Give the records again. Keep them exact and leave out the images.

[Stored items from a collection]
■ ■ ■ ■ ■ ■ ■
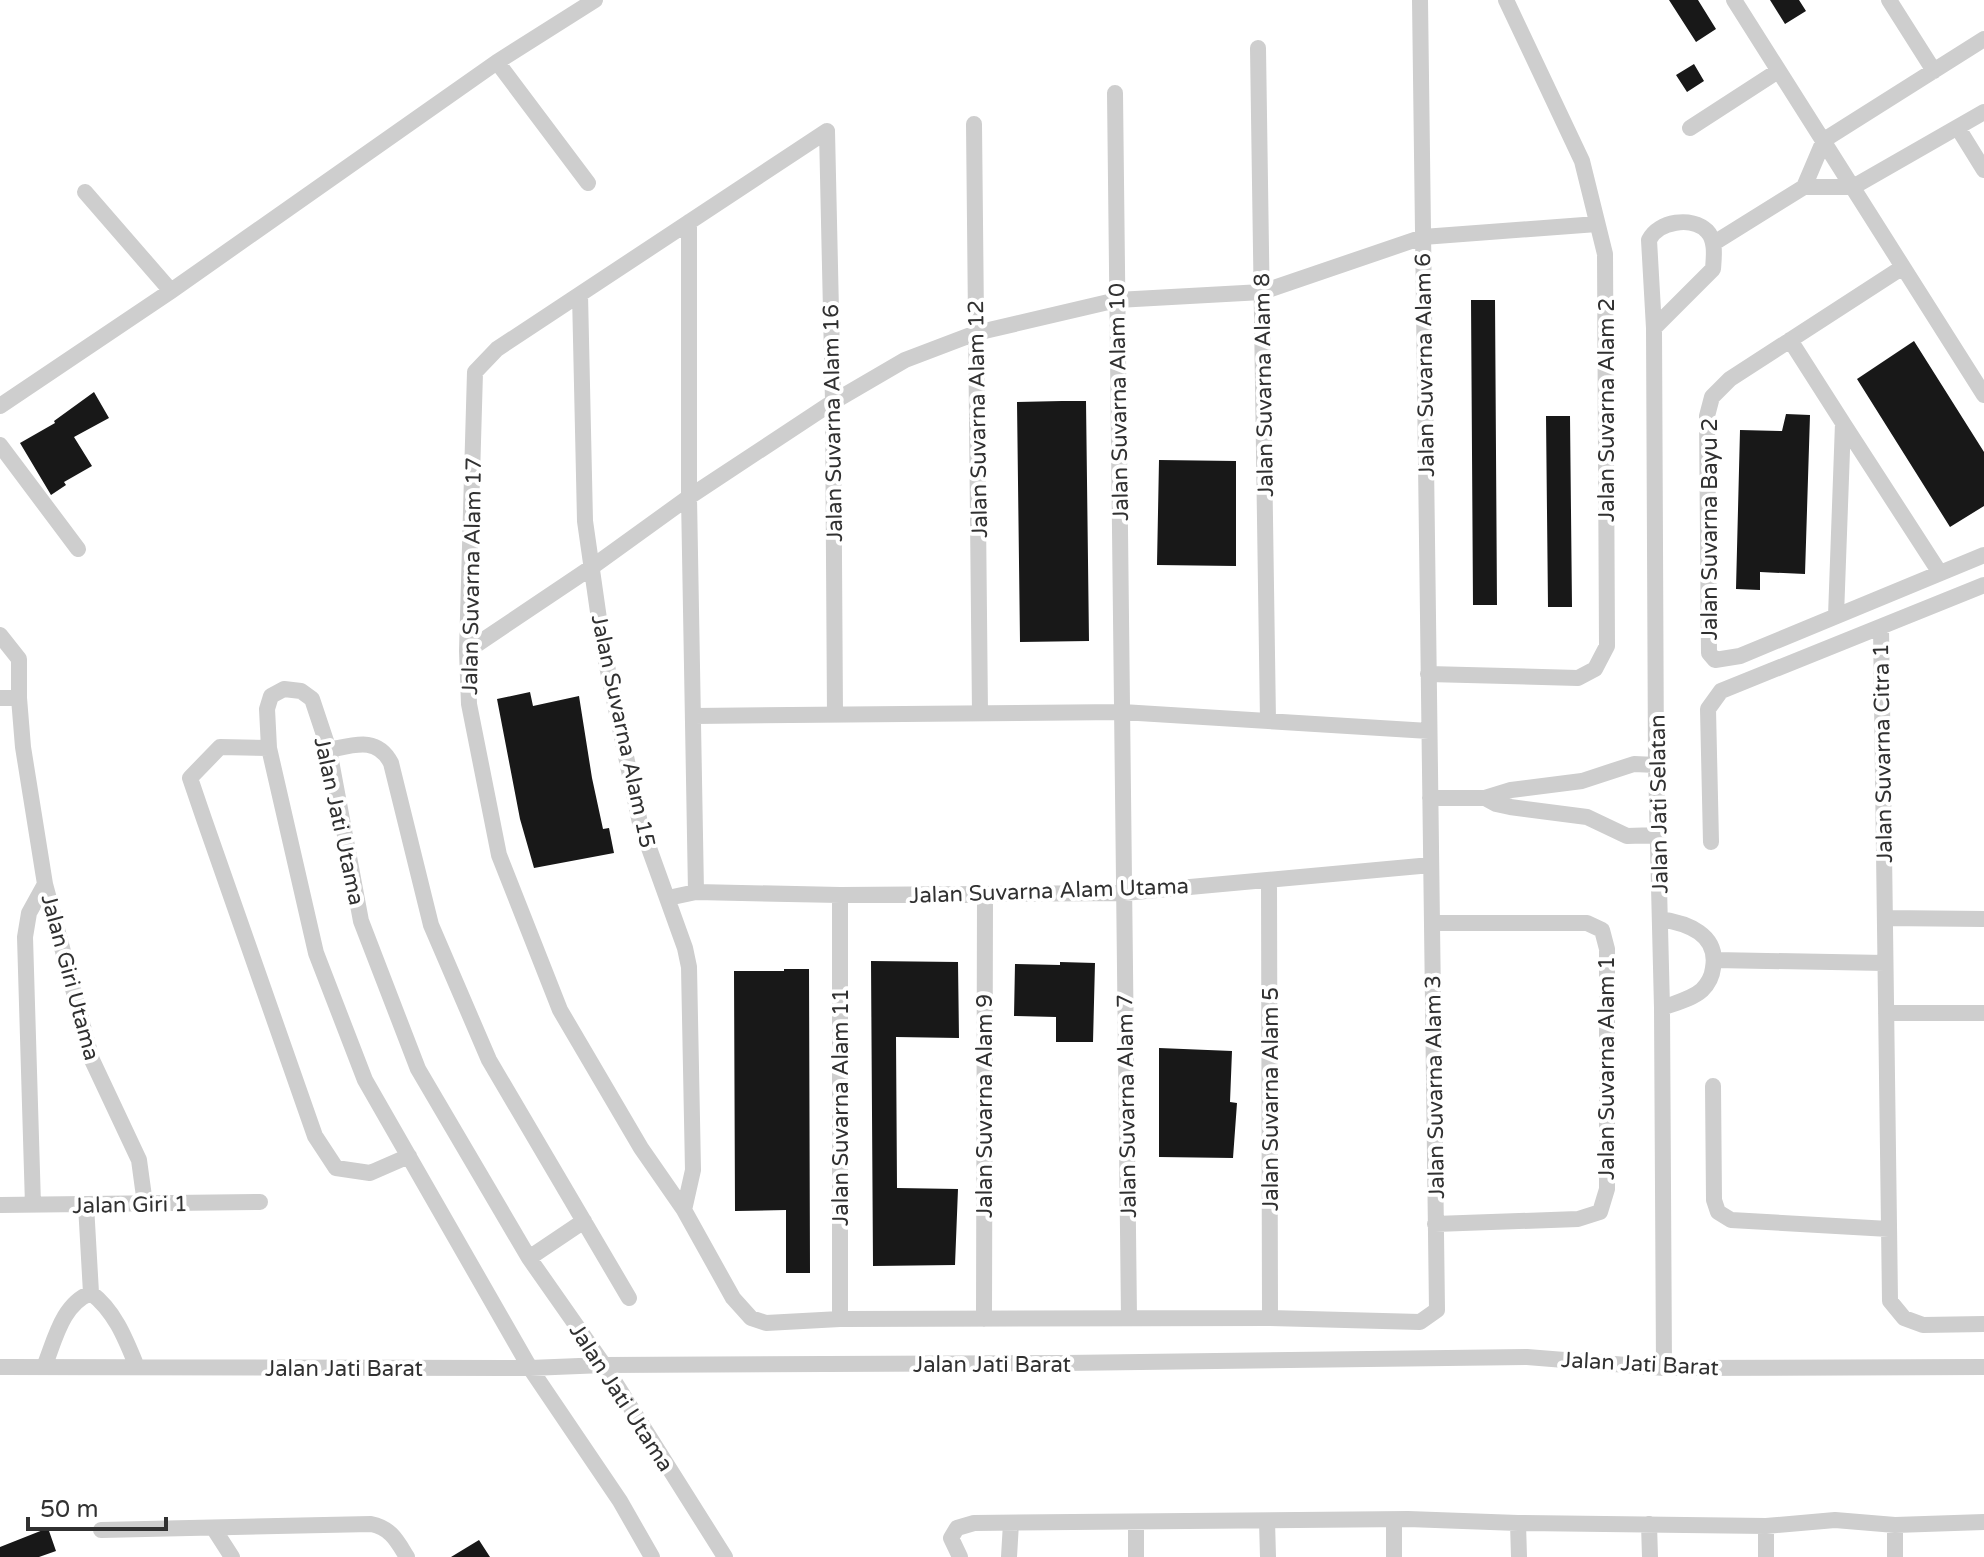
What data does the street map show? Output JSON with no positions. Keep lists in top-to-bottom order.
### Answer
{
  "streets": {
    "street": [
      "Jalan Suvarna Alam 6",
      "Jalan Suvarna Alam 8",
      "Jalan Suvarna Alam 10",
      "Jalan Suvarna Alam 2",
      "Jalan Suvarna Alam 12",
      "Jalan Suvarna Alam 16",
      "Jalan Suvarna Bayu 2",
      "Jalan Suvarna Alam 17",
      "Jalan Suvarna Alam 15",
      "Jalan Suvarna Citra 1",
      "Jalan Jati Selatan",
      "Jalan Jati Utama",
      "Jalan Suvarna Alam Utama",
      "Jalan Giri Utama",
      "Jalan Suvarna Alam 1",
      "Jalan Suvarna Alam 3",
      "Jalan Suvarna Alam 5",
      "Jalan Suvarna Alam 9",
      "Jalan Suvarna Alam 7",
      "Jalan Suvarna Alam 11",
      "Jalan Giri 1",
      "Jalan Jati Barat"
    ]
  },
  "crossings": [
    ["Jalan Suvarna Alam 6", "Jalan Suvarna Alam 2"],
    ["Jalan Suvarna Alam 6", "Jalan Suvarna Alam 3"],
    ["Jalan Suvarna Alam 10", "Jalan Suvarna Alam Utama"],
    ["Jalan Suvarna Alam 10", "Jalan Suvarna Alam 7"],
    ["Jalan Suvarna Alam 17", "Jalan Suvarna Alam 15"],
    ["Jalan Suvarna Alam 17", "Jalan Suvarna Alam 11"],
    ["Jalan Suvarna Alam 15", "Jalan Suvarna Alam Utama"],
    ["Jalan Jati Selatan", "Jalan Jati Barat"],
    ["Jalan Jati Utama", "Jalan Jati Barat"],
    ["Jalan Suvarna Alam Utama", "Jalan Suvarna Alam 3"],
    ["Jalan Suvarna Alam Utama", "Jalan Suvarna Alam 5"],
    ["Jalan Suvarna Alam Utama", "Jalan Suvarna Alam 9"],
    ["Jalan Suvarna Alam Utama", "Jalan Suvarna Alam 7"],
    ["Jalan Suvarna Alam Utama", "Jalan Suvarna Alam 11"],
    ["Jalan Giri Utama", "Jalan Giri 1"],
    ["Jalan Suvarna Alam 1", "Jalan Suvarna Alam 3"],
    ["Jalan Suvarna Alam 3", "Jalan Suvarna Alam 5"]
  ],
  "scale_bar": "50 m"
}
■ ■ ■ ■ ■ ■ ■
**REPLY TO THE EXERCISE**
What data does the street map show? Output JSON with no positions. Keep lists in top-to-bottom order.
### Answer
{
  "streets": {
    "street": [
      "Jalan Suvarna Alam 6",
      "Jalan Suvarna Alam 8",
      "Jalan Suvarna Alam 10",
      "Jalan Suvarna Alam 2",
      "Jalan Suvarna Alam 12",
      "Jalan Suvarna Alam 16",
      "Jalan Suvarna Bayu 2",
      "Jalan Suvarna Alam 17",
      "Jalan Suvarna Alam 15",
      "Jalan Suvarna Citra 1",
      "Jalan Jati Selatan",
      "Jalan Jati Utama",
      "Jalan Suvarna Alam Utama",
      "Jalan Giri Utama",
      "Jalan Suvarna Alam 1",
      "Jalan Suvarna Alam 3",
      "Jalan Suvarna Alam 5",
      "Jalan Suvarna Alam 9",
      "Jalan Suvarna Alam 7",
      "Jalan Suvarna Alam 11",
      "Jalan Giri 1",
      "Jalan Jati Barat"
    ]
  },
  "crossings": [
    ["Jalan Suvarna Alam 6", "Jalan Suvarna Alam 2"],
    ["Jalan Suvarna Alam 6", "Jalan Suvarna Alam 3"],
    ["Jalan Suvarna Alam 10", "Jalan Suvarna Alam Utama"],
    ["Jalan Suvarna Alam 10", "Jalan Suvarna Alam 7"],
    ["Jalan Suvarna Alam 17", "Jalan Suvarna Alam 15"],
    ["Jalan Suvarna Alam 17", "Jalan Suvarna Alam 11"],
    ["Jalan Suvarna Alam 15", "Jalan Suvarna Alam Utama"],
    ["Jalan Jati Selatan", "Jalan Jati Barat"],
    ["Jalan Jati Utama", "Jalan Jati Barat"],
    ["Jalan Suvarna Alam Utama", "Jalan Suvarna Alam 3"],
    ["Jalan Suvarna Alam Utama", "Jalan Suvarna Alam 5"],
    ["Jalan Suvarna Alam Utama", "Jalan Suvarna Alam 9"],
    ["Jalan Suvarna Alam Utama", "Jalan Suvarna Alam 7"],
    ["Jalan Suvarna Alam Utama", "Jalan Suvarna Alam 11"],
    ["Jalan Giri Utama", "Jalan Giri 1"],
    ["Jalan Suvarna Alam 1", "Jalan Suvarna Alam 3"],
    ["Jalan Suvarna Alam 3", "Jalan Suvarna Alam 5"]
  ],
  "scale_bar": "50 m"
}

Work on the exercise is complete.